Traffic deaths surged 10.5% in 2021, the most since 2005

The National Highway Traffic Safety Administration is projecting that 2021 was the grimmest year for traffic fatalities since 2005, with a 10.5% increase, according to the most recent data released Tuesday. NHTSA estimates there were 42,915 traffic fatalities on U.S. roads in 2021, capping a year that set records in the first quarter, the first half and into Q3.

Traffic deaths have gone up for three straight years. The preliminary figures would be the highest number of deaths since 2005, when 43,443 people were killed in traffic accidents. The 10.5% annual increase is also said to be the highest jump since the Fatality Analysis Reporting System began in 1975.

All 10 NHTSA regions posted increases in road deaths. Only six states managed to lower their road death tally; the other 44 states, plus Washington, D.C., and Puerto Rico, posted jumps over 2020. Nor was it just one or two types of crashes that were to blame. Deaths from multi-vehicle crashes and crashes on urban roads were both up 16%, deaths in daytime crashes, among seniors over 65, involving pedestrians, and involving at least one large truck were all up more than 10%.

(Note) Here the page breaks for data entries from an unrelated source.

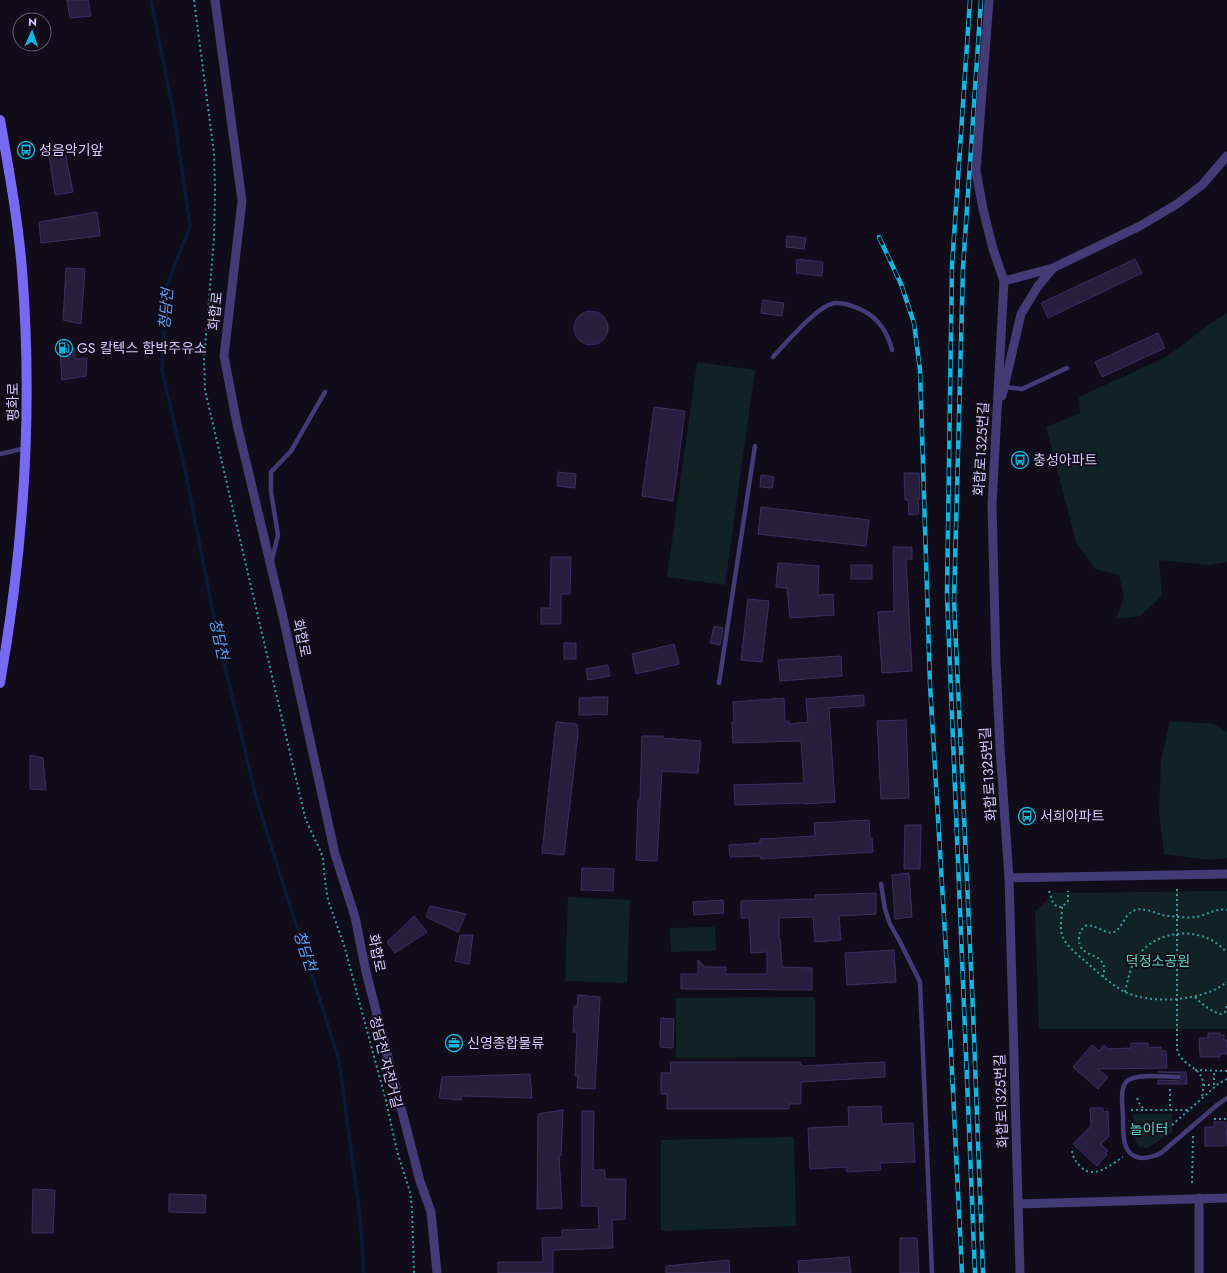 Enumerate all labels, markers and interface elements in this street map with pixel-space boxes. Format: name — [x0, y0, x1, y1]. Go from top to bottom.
north arrow — [12, 12, 52, 52]
text: N — [28, 14, 37, 30]
bus stop icon: 성음악기앞 — [16, 140, 36, 160]
place label: 성음악기앞 — [39, 140, 104, 160]
water label: 청담천 — [153, 285, 179, 331]
street label: 화합로 — [203, 291, 227, 331]
fuel station icon: GS 칼텍스 함박주유소 — [54, 338, 74, 358]
place label: GS 칼텍스 함박주유소 — [77, 338, 207, 358]
street label: 평화로 — [3, 383, 23, 421]
street label: 화합로1325번길 — [969, 401, 993, 497]
bus stop icon: 충성아파트 — [1010, 450, 1030, 470]
place label: 충성아파트 — [1033, 450, 1098, 470]
water label: 청담천 — [204, 616, 235, 664]
street label: 화합로 — [288, 617, 316, 659]
street label: 화합로1325번길 — [975, 726, 1001, 822]
bus stop icon: 서희아파트 — [1017, 806, 1037, 826]
place label: 서희아파트 — [1040, 806, 1105, 826]
water label: 청담천 — [288, 928, 323, 976]
street label: 화합로 — [363, 932, 391, 974]
park label: 덕정소공원 — [1126, 951, 1190, 971]
street label: 청담천 자전거길 — [365, 1014, 407, 1110]
office icon: 신영종합물류 — [444, 1033, 464, 1053]
place label: 신영종합물류 — [467, 1033, 544, 1053]
street label: 화합로1325번길 — [989, 1054, 1013, 1148]
park label: 놀이터 — [1130, 1119, 1168, 1139] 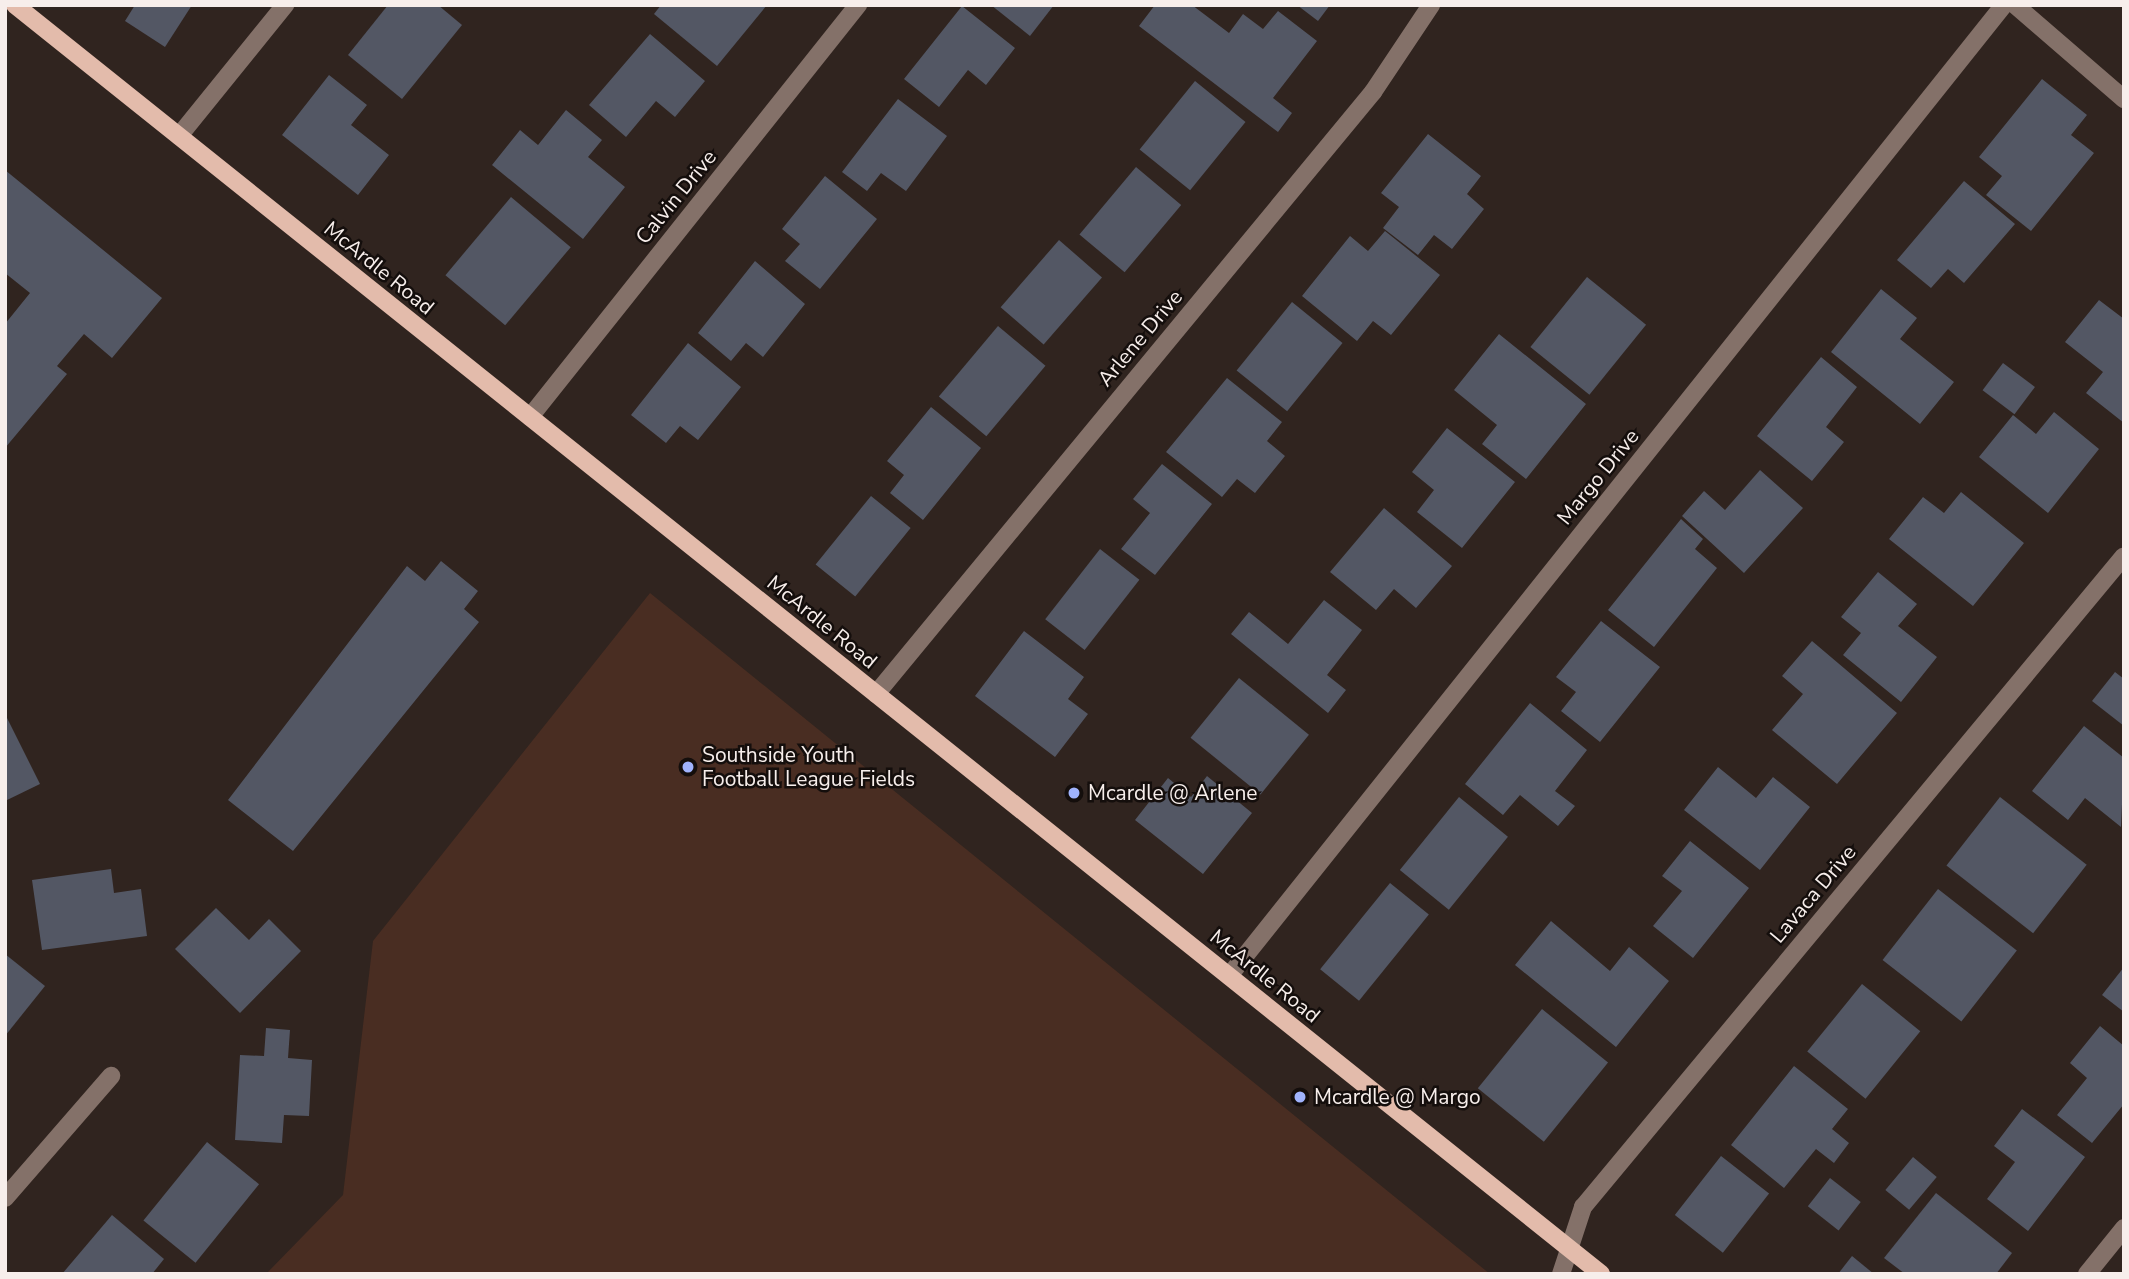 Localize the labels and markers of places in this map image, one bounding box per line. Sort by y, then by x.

Compared to those, crashes that involved alcohol and were reported to police “only” registered a 5% bump, as did speeding-related crashes. 

The agency didn’t cite pandemic-related bad driving behavior as it did in 2020, when drivers traveled fewer miles but more people died. The findings did note the continued decline of seatbelt use as one of the culprits. NHTSA just kicked off at Click It or Ticket campaign to raise awareness about seatbelt use. Another culprit is more people spending more time on the road; data show that road users traveled about 325 billion more miles last year than in 2020, covering 3.23 trillion miles in total, a rise of 11.2%.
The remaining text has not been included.